Managed data integration is the best way for enterprises to get maximum value from their data — and their data engineering teams.
Business today is built on data. Enterprises use information from first- and third-party data sources in a variety of ways — to reach new audiences, improve the customer experience, inform real-time decision-making, create operational efficiencies, and take advantage of market opportunities.
The problem for large organizations is that data tends to be decentralized and hard to use. It is often siloed both internally and externally — scattered across third-party channels, databases, SaaS applications and other sources. Organizations need a way to centralize, compare and analyze siloed data in order to fully leverage its value.
The do-it-yourself (DIY) approach to integrating data is to let your data engineers build custom connections to your organization’s data sources. At first glance, this seems to offer the most flexibility and control. The thinking is that if you build it yourself, you’ll be able to customize to your needs, address problems as they arise, and keep your systems secure.
The DIY approach, however, will sap critical development resources that could be allocated to core business functions. It can take a data engineer weeks or even months to build a single connector. Multiply that by the number of connectors needed — often dozens or even hundreds within a single company, depending on the data environment — and you’re talking about a multi-year project. For a more comprehensive look at the time and costs involved, see our blog post on building data pipelines.

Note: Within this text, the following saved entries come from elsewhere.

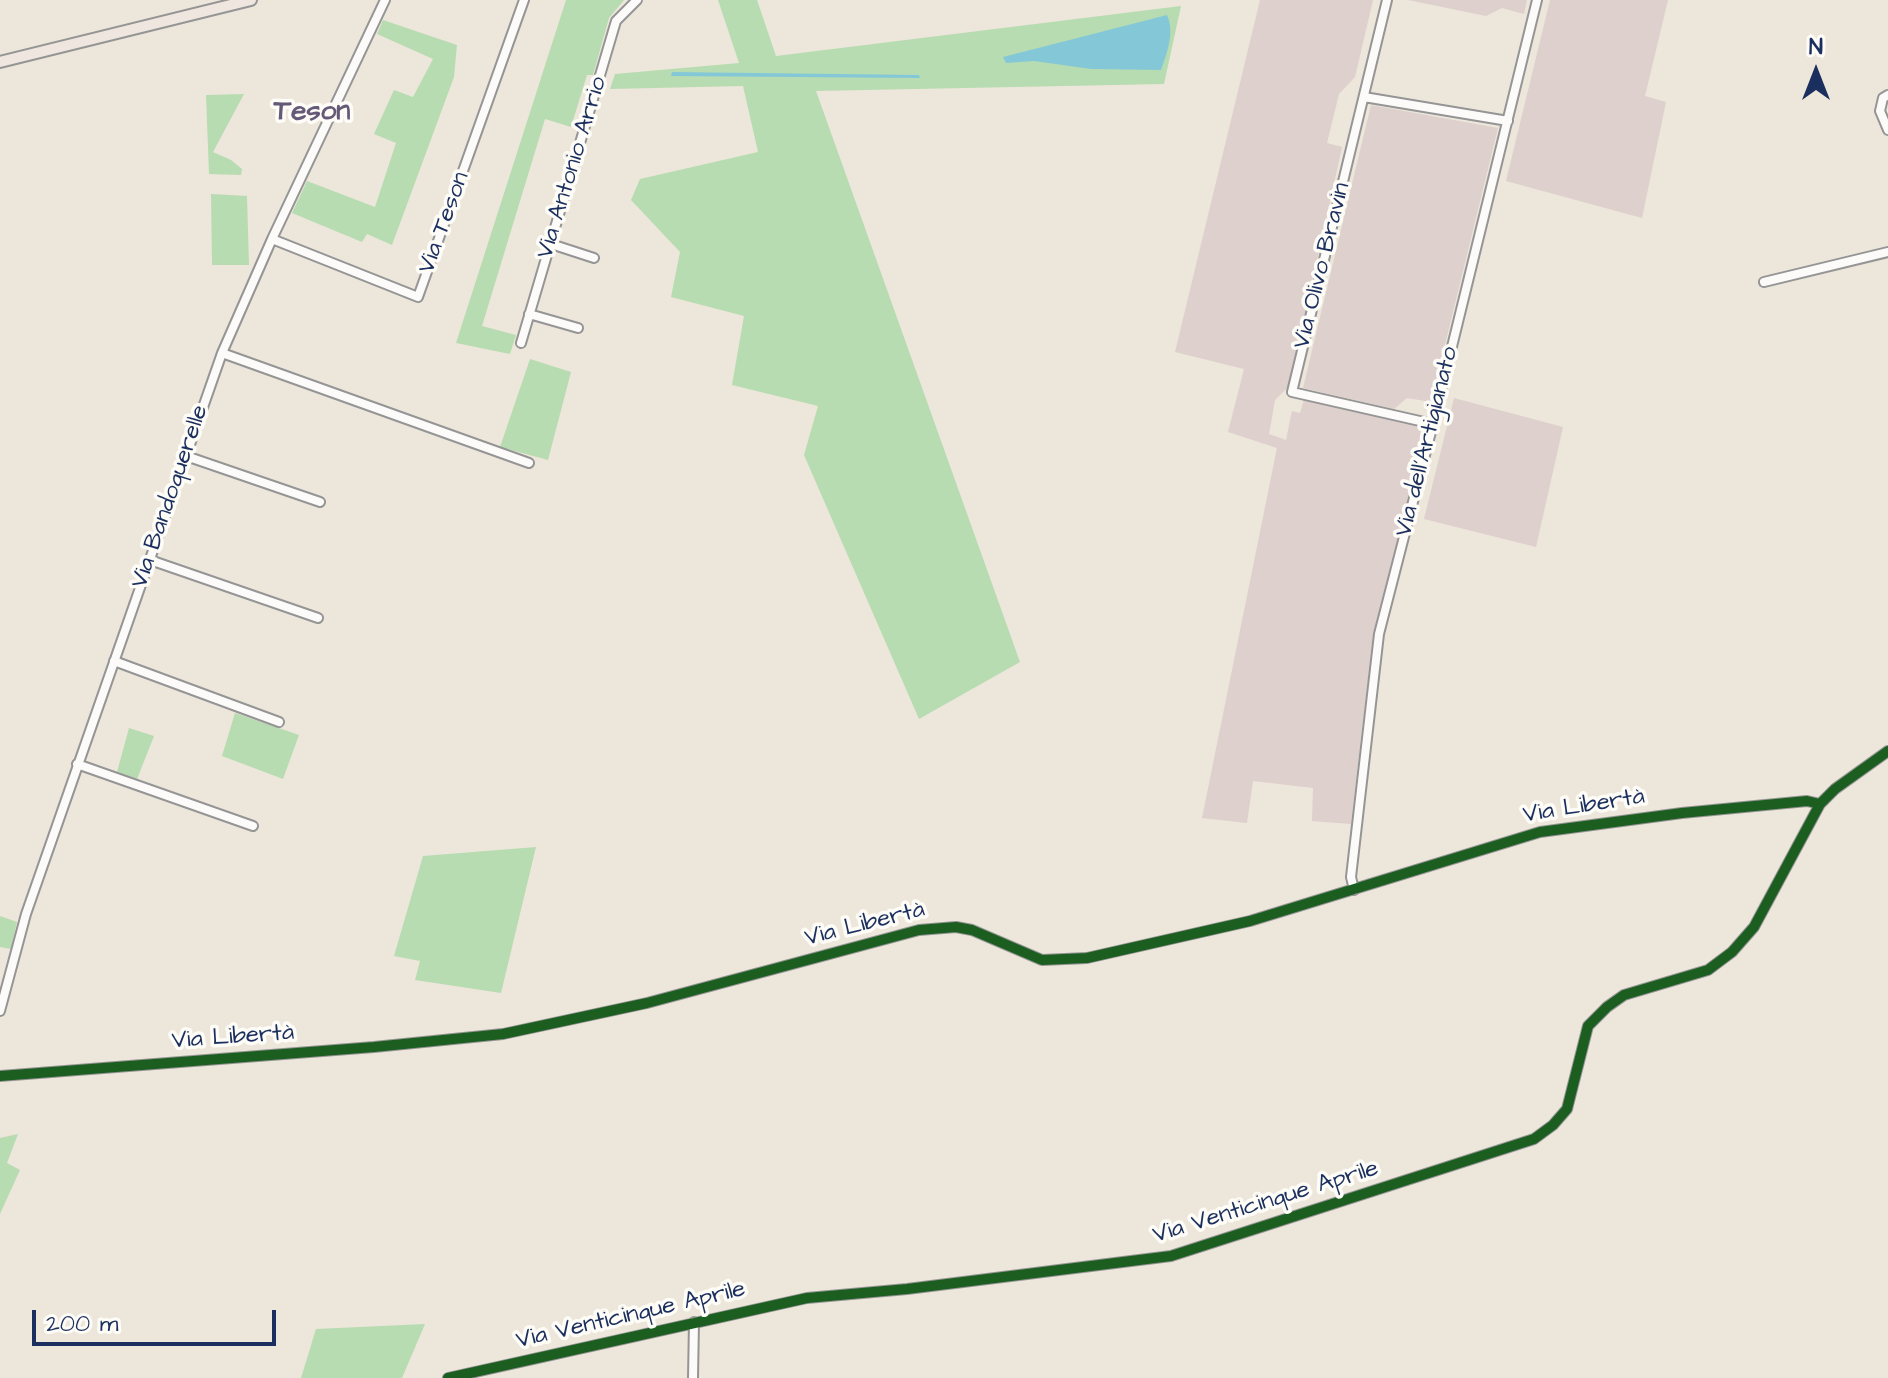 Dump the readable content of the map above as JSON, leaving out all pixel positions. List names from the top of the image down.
{
  "streets": {
    "street": [
      "Via Antonio Arrio",
      "Via Teson",
      "Via Olivo Bravin",
      "Via dell'Artigianato",
      "Via Bandoquerelle",
      "Via Libertà",
      "Via Venticinque Aprile"
    ]
  },
  "crossings": [
    ["Via Teson", "Via Bandoquerelle"],
    ["Via Olivo Bravin", "Via dell'Artigianato"],
    ["Via dell'Artigianato", "Via Libertà"],
    ["Via Libertà", "Via Venticinque Aprile"]
  ],
  "districts": ["Teson"],
  "scale_bar": "200 m",
  "north": "top"
}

There’s also the issue of post-build maintenance: what happens after you’ve created a custom data pipeline. Your new connector can pull your data from a given source, but now you have to continually maintain the code and system infrastructure. Every time your source issues an update to its API or data structures, you’ll need to refresh the API calls and possibly update your connection’s code.
A recent Fivetran survey found that 36% of companies have more than 20 pipelines, and almost a quarter have more than 50. For enterprises, the number can be in the hundreds. Maintaining these pipelines imposes a significant additional burden on data engineering teams. Companies that build their own pipelines risk ever-growing technical debt, data quality problems, and reduced user trust in available data.

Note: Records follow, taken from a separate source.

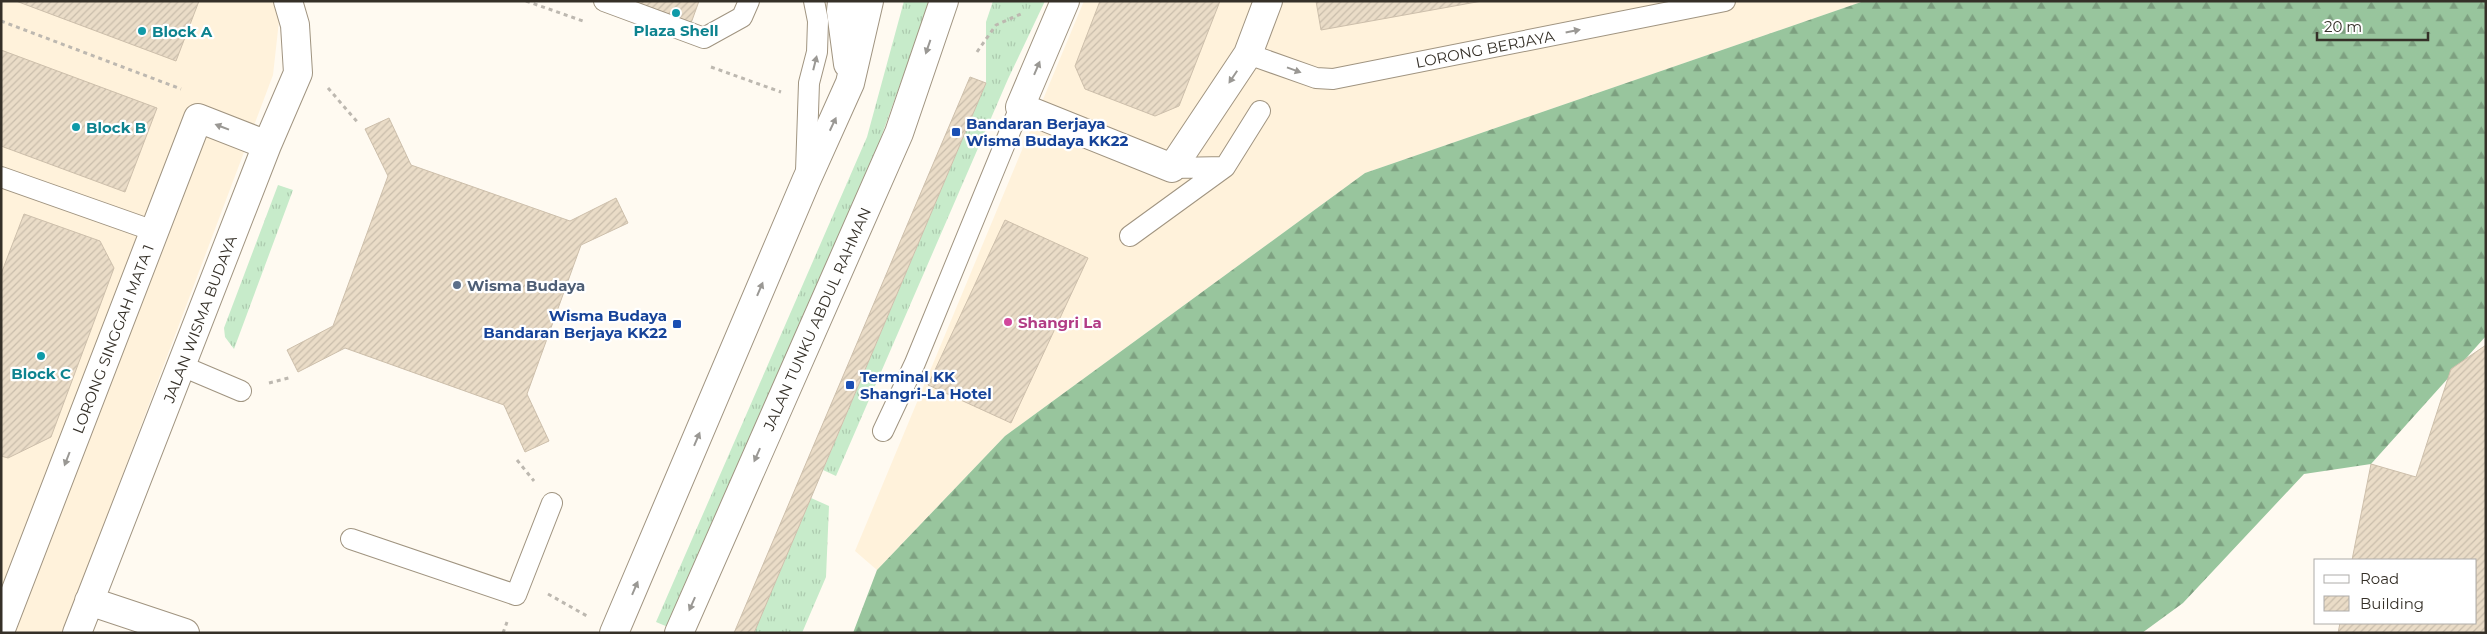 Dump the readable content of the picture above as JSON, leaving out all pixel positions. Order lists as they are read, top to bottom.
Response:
{
  "streets": {
    "street": ["JALAN WISMA BUDAYA", "JALAN TUNKU ABDUL RAHMAN", "LORONG SINGGAH MATA 1"],
    "lane": ["LORONG BERJAYA"]
  },
  "crossings": [
    ["JALAN WISMA BUDAYA", "LORONG SINGGAH MATA 1"]
  ],
  "one_way": ["LORONG BERJAYA", "LORONG SINGGAH MATA 1"],
  "places": {
    "other": [
      "Plaza Shell",
      "Block A",
      "Block B",
      "Wisma Budaya",
      "Shangri La",
      "Block C"
    ],
    "transit": ["Bandaran Berjaya Wisma Budaya KK22", "Wisma Budaya Bandaran Berjaya KK22", "Terminal KK Shangri-La Hotel"]
  },
  "legend": ["Road", "Building"],
  "scale_bar": "20 m"
}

DIY data integration services make it easier to create customized data pipelines by providing the pipeline infrastructure. They do not, however, provide the connectivity between sources and your data warehouse.
Open-source DIY solutions, such as Kafka and Spark, may seem like a shortcut, but they require you to build an application layer around their software — a layer that you have to continually maintain and update.

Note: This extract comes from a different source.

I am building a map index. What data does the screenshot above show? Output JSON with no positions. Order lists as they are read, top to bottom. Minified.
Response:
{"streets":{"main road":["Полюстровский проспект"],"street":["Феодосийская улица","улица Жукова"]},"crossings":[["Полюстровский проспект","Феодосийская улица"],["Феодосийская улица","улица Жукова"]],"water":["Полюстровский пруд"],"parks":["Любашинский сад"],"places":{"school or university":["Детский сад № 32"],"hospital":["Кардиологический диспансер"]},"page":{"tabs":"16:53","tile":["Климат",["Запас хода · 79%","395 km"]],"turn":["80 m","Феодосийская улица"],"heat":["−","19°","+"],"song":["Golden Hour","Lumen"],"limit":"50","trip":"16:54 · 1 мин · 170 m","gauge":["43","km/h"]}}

These “all in one” solutions are builds masquerading as buys — the equivalent of a plumber coming to your house, dropping off 20 feet of pipe, and expecting you to solder it in place at the intake valve and under your sink. And then you would have to run around checking for leaks, patching holes, and making sure your basement didn’t flood every time the water company changed the water pressure or chlorination level.
The bottom line is that you shouldn’t have to divert valuable engineering resources to create a capability that you can easily outsource.
It’s much more efficient and timely to rely on managed data integration services. Full-service solutions are the simplest way to connect disparate data sources quickly and efficiently without diverting engineering resources, adding operational complexity to the IT stack, or introducing new data security and privacy risks.
With a fully managed service, stakeholders within the organization can put in a request to pull data not only from SaaS-based sources such as Google Analytics 360, Marketo and Salesforce but also transactional databases such as MySQL, Postgres and Oracle. Managed services typically support hundreds of other data sources, making it easy to expand access to new and other commonly used internal data sources.
In most cases, data teams can make the connection within minutes and initiate the flow of data immediately. Within hours, stakeholders can start manipulating and analyzing data. And data engineers will be able to focus on high-value projects instead of maintaining data pipelines.
In addition, managed services need to protect customer data and meet industry security standards such as SOC Type 2, ISO 270001 and GDPR. They will likely be subject to privacy compliance measures like HIPAA and PCI as well. Meeting these standards is an important criterion for enterprise security and risk management teams, which need to know that best-practice security measures are being applied, alleviating additional burdens on internal data, IT and security teams.
There is one thing to be aware of with a managed solution: No matter how extensive its connector library, it may not include every data source your organization needs. In those cases, companies can build a custom connector — maintaining just one pipeline as opposed to hundreds.
In short, most enterprises can rely on a managed data integration service for 80 or 90 percent of their needs, and then go the DIY route when necessary. This hybrid approach will allow them to take advantage of the efficiency and speed of a managed solution by automating what they can, without limiting future data integration options in any way.
For a real-world example of a company choosing managed data integration to avoid the costs and complexities of DIY, look at New Relic, a provider of software development solutions with 2,000 employees and more than 17,000 global customers. New Relic needed to gain insight into its product-led growth initiatives, including revenue, conversion rates and migration from a legacy pricing model to a new model.
The company’s previous DIY attempt to manually pull data from the company’s SaaS platform and third-party financial services in the cloud fell flat. It required accountants, who were not trained in engineering or data science, to pull data into Excel spreadsheets. An internal audit discovered that it would take three to five data engineers to write and maintain the connectors — at a cost of $500,000 — for a team whose sole purpose would be to write ETL/ELT code.
New Relic instead used Fivetran to automatically pull the data from its financial and product platforms into a central data warehouse, where it serves as a single source of truth for the company’s accountants. This allowed New Relic to run its first automated marketing campaign built around product-qualified leads (PQLs). Data from the product is now joined with billing information to identify customers likely to benefit from the new pricing model, which has delivered measurable business value.
Data integration is a business imperative in today’s data-centric world, but a DIY approach to pulling information from disparate sources into a central data warehouse may be cost-prohibitive. In limited cases, when there are unusual data sources or very particular requirements, a partial DIY approach is justified.
However, in order to take full advantage of the power of data, enterprises are far better off outsourcing their data integration needs to a managed solution. This will allow them to easily centralize existing data, rapidly add new data sources as necessary, and refocus engineering resources on producing the meaningful insights that growth depends on.